__About this exercise__: The output is the lines below from the one with "M279,130C275,113 271,98 274,81C276,69" through the one with "M506,593L545,567", both included, printed exactly and with no other line.

↓

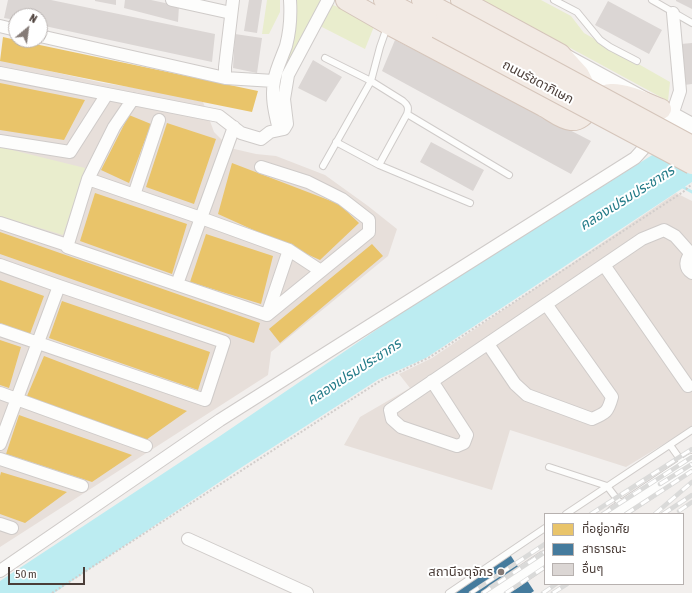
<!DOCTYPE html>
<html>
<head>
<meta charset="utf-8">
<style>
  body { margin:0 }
  #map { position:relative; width:692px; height:593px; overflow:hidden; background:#f2efed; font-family:"Asap Condensed","Noto Sans Thai",sans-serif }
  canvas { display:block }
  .legend { position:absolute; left:544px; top:513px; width:140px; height:72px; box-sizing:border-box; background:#fff; border:1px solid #b7b1af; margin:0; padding:5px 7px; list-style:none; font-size:12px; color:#4a3d38 }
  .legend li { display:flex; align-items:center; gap:8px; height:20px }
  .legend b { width:20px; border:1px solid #b7b1af }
  .north { position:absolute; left:8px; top:8px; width:40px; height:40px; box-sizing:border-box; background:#fff; border:1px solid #b7b1af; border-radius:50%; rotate:29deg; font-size:11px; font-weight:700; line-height:16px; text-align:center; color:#4a3d38 }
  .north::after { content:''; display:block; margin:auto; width:14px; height:18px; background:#857b77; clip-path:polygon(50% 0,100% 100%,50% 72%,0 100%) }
  .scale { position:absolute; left:8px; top:567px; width:77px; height:18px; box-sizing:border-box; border:2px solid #4a3d38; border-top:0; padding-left:5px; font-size:12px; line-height:14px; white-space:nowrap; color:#4a3d38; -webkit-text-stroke:3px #fff; paint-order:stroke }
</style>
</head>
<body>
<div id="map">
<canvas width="692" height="593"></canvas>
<ul class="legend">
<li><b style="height:11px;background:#e9c46a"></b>ที่อยู่อาศัย</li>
<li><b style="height:11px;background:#457b9d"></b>สาธารณะ</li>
<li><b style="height:11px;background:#dbd6d4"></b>อื่นๆ</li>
</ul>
<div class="north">N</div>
<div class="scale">50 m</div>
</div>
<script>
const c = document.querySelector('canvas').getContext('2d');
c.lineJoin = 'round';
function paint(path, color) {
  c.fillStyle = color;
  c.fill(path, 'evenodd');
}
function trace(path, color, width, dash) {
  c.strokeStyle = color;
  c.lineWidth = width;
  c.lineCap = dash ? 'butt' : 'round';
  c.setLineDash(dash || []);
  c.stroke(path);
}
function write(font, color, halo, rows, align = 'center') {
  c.font = font + ' "Asap Condensed","Noto Sans Thai",sans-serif';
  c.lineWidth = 4;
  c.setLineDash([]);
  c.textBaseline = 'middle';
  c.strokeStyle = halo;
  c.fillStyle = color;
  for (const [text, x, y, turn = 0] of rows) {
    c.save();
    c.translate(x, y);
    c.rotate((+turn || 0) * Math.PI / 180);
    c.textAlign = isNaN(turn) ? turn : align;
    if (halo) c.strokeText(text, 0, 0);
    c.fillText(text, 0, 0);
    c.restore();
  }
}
paint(new Path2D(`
  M0,60L103,83L164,92L203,102L214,132L230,148L256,154L276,156L325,175L368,206L397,229L388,256L271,352L268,375L0,547Z
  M676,193L692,201V427L626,467L510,430L492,490L344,445L360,417L410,388L399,374L432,358Z`), '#e7dfda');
paint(new Path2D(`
  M267,0H280V12L269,34H262Z
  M295,0H324L282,85L279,77Z
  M482,0H541L571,16L584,33L670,82L668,101Z
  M331,4L375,24L365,49L320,26Z
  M0,147L85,168L63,235L0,216Z`), '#e9edcd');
paint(new Path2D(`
  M692,130V182L426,358L379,379L242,467L54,593H0V581L220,436L404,311Z`), '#bcecf1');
paint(new Path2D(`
  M3,37L16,40L258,91L252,112L0,61Z
  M0,83L85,100L64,140L0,130Z
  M129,115L151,124L129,183L101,170Z
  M167,123L216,139L194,204L146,187Z
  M232,163L339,204L359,223L320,260L218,214Z
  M95,193L187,224L172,274L80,241Z
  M0,232L260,323L254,343L0,254Z
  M206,234L273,256L261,304L190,282Z
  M372,244L383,256L280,343L269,329Z
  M0,280L44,296L30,334L0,323Z
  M62,301L210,352L198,390L49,338Z
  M0,340L21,347L9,388L0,385Z
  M44,356L187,411L146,440L27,396Z
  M19,415L132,455L92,482L6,454Z
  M1,472L67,492L25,523L0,514V476Z`), '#e9c46a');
paint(new Path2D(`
  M509,553L534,591L531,593H449Z`), '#457b9d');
trace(new Path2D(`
  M681,186L692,192`), '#bcecf1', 3);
paint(new Path2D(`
  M8,0H51L215,34L212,62L40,25V16H16V20L4,18Z
  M95,0H116V5L95,1Z
  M125,0H151L179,6L178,22L124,8Z
  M249,0H262L257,33L244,31Z
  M676,0H692V9L676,1Z
  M608,1L662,30L649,54L595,25Z
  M235,34L262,38L257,73L233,68Z
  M395,40L591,141L571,174L382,71Z
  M692,43V84L684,85L681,44Z
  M313,60L342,77L326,102L298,88Z
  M431,142L484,170L473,191L420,162Z`), '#dbd6d4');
const service = new Path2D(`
  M554,0L577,12L600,40L610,47L637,61
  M652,0L692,23
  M325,58L371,81L403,101C408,105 409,108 407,114L379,165L336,142
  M407,114L509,175
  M379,165L470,203
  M323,166L371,81L380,47L387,27
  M670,445L685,466
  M549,467L607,486L623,507
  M566,514L692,430
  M449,593L545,528`);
const minor = new Path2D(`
  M172,0L231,13
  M0,26L16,30
  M40,36L225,78L274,81
  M0,73L219,116L241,133L261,139L270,132L284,129L287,124L284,99L288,75L328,0
  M225,78V67L233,0
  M667,120L674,109L680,91L673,13
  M279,130C275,113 271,98 274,81C276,69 282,57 286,46C290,31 291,15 290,0
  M0,141L70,152L107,94
  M261,167L308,182L342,199L369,220V232L267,315L289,250
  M88,179L114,127L133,99
  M134,195L159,120
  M0,223L67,245
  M692,253C685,259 684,268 692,273
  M0,265L59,286L224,342L205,400L0,330
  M604,265L688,386
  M177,284L234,127
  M267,315L67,247L88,179L201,218L289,250L321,271
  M488,344L515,384L527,395L592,419C606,413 608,412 612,397L546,304
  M432,381L467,435L464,443L457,446L401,427L392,419L390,410L642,239L664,230L675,236L691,254
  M0,393L146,446
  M0,444L59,286
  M0,459L82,486
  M0,524L12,528
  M188,539L307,593
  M0,571L220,420L635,158L653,138`);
const tertiary = new Path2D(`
  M567,58L692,126
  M614,514L692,462
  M494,593L545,559`);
const primary = new Path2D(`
  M346,0L388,24L543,106C551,110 561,119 571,120C587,122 593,95 611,94C626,93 647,104 661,109
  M384,0L437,28
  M422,0L446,13
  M461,0L560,54L579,75L583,83L586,96`);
trace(service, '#cfcbc9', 8);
trace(minor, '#cfcbc9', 14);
trace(tertiary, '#cfcbc9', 18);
trace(primary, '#d5c5ba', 22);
trace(new Path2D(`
  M52,593L380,381L430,357L683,192L692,184`), '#d2cdcb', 2, [2, 2]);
trace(service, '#fdfdfc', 6);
trace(minor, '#fdfdfc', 12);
trace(tertiary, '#fdfdfc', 16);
trace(primary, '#f2eae4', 20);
const rail = new Path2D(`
  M660,484L692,464
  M679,511L692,502
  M591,514L692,449
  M603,514L692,457
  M626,514L692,471
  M655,514L692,482
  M663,514L692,495
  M471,593L545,544
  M483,593L545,552
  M506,593L545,567
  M543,593L556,584
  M553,593L567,584`);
trace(rail, '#dadad9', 4.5);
trace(rail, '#fff', 3, [9]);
const primaryBridge = new Path2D(`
  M446,13L692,146
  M437,28L692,164`);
trace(primaryBridge, '#d5c5ba', 22, []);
trace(primaryBridge, '#f2eae4', 20);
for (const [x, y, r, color] of [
  [501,572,4,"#857b77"]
]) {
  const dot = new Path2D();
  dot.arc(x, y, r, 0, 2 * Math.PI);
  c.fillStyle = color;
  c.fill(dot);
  trace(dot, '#fff', 1.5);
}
write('13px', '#4a3d38', '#fff', [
  ["ถนนรัชดาภิเษก",538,82,28]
]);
write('13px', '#4a3d38', '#fff', [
  ["สถานีจตุจักร",493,572]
], 'right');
write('italic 14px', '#237b88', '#fff', [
  ["คลองเปรมประชากร",627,198,-32],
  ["คลองเปรมประชากร",354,372,-33]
]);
</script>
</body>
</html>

↑

__Response to this exercise__:
  M279,130C275,113 271,98 274,81C276,69 282,57 286,46C290,31 291,15 290,0
  M0,141L70,152L107,94
  M261,167L308,182L342,199L369,220V232L267,315L289,250
  M88,179L114,127L133,99
  M134,195L159,120
  M0,223L67,245
  M692,253C685,259 684,268 692,273
  M0,265L59,286L224,342L205,400L0,330
  M604,265L688,386
  M177,284L234,127
  M267,315L67,247L88,179L201,218L289,250L321,271
  M488,344L515,384L527,395L592,419C606,413 608,412 612,397L546,304
  M432,381L467,435L464,443L457,446L401,427L392,419L390,410L642,239L664,230L675,236L691,254
  M0,393L146,446
  M0,444L59,286
  M0,459L82,486
  M0,524L12,528
  M188,539L307,593
  M0,571L220,420L635,158L653,138`);
const tertiary = new Path2D(`
  M567,58L692,126
  M614,514L692,462
  M494,593L545,559`);
const primary = new Path2D(`
  M346,0L388,24L543,106C551,110 561,119 571,120C587,122 593,95 611,94C626,93 647,104 661,109
  M384,0L437,28
  M422,0L446,13
  M461,0L560,54L579,75L583,83L586,96`);
trace(service, '#cfcbc9', 8);
trace(minor, '#cfcbc9', 14);
trace(tertiary, '#cfcbc9', 18);
trace(primary, '#d5c5ba', 22);
trace(new Path2D(`
  M52,593L380,381L430,357L683,192L692,184`), '#d2cdcb', 2, [2, 2]);
trace(service, '#fdfdfc', 6);
trace(minor, '#fdfdfc', 12);
trace(tertiary, '#fdfdfc', 16);
trace(primary, '#f2eae4', 20);
const rail = new Path2D(`
  M660,484L692,464
  M679,511L692,502
  M591,514L692,449
  M603,514L692,457
  M626,514L692,471
  M655,514L692,482
  M663,514L692,495
  M471,593L545,544
  M483,593L545,552
  M506,593L545,567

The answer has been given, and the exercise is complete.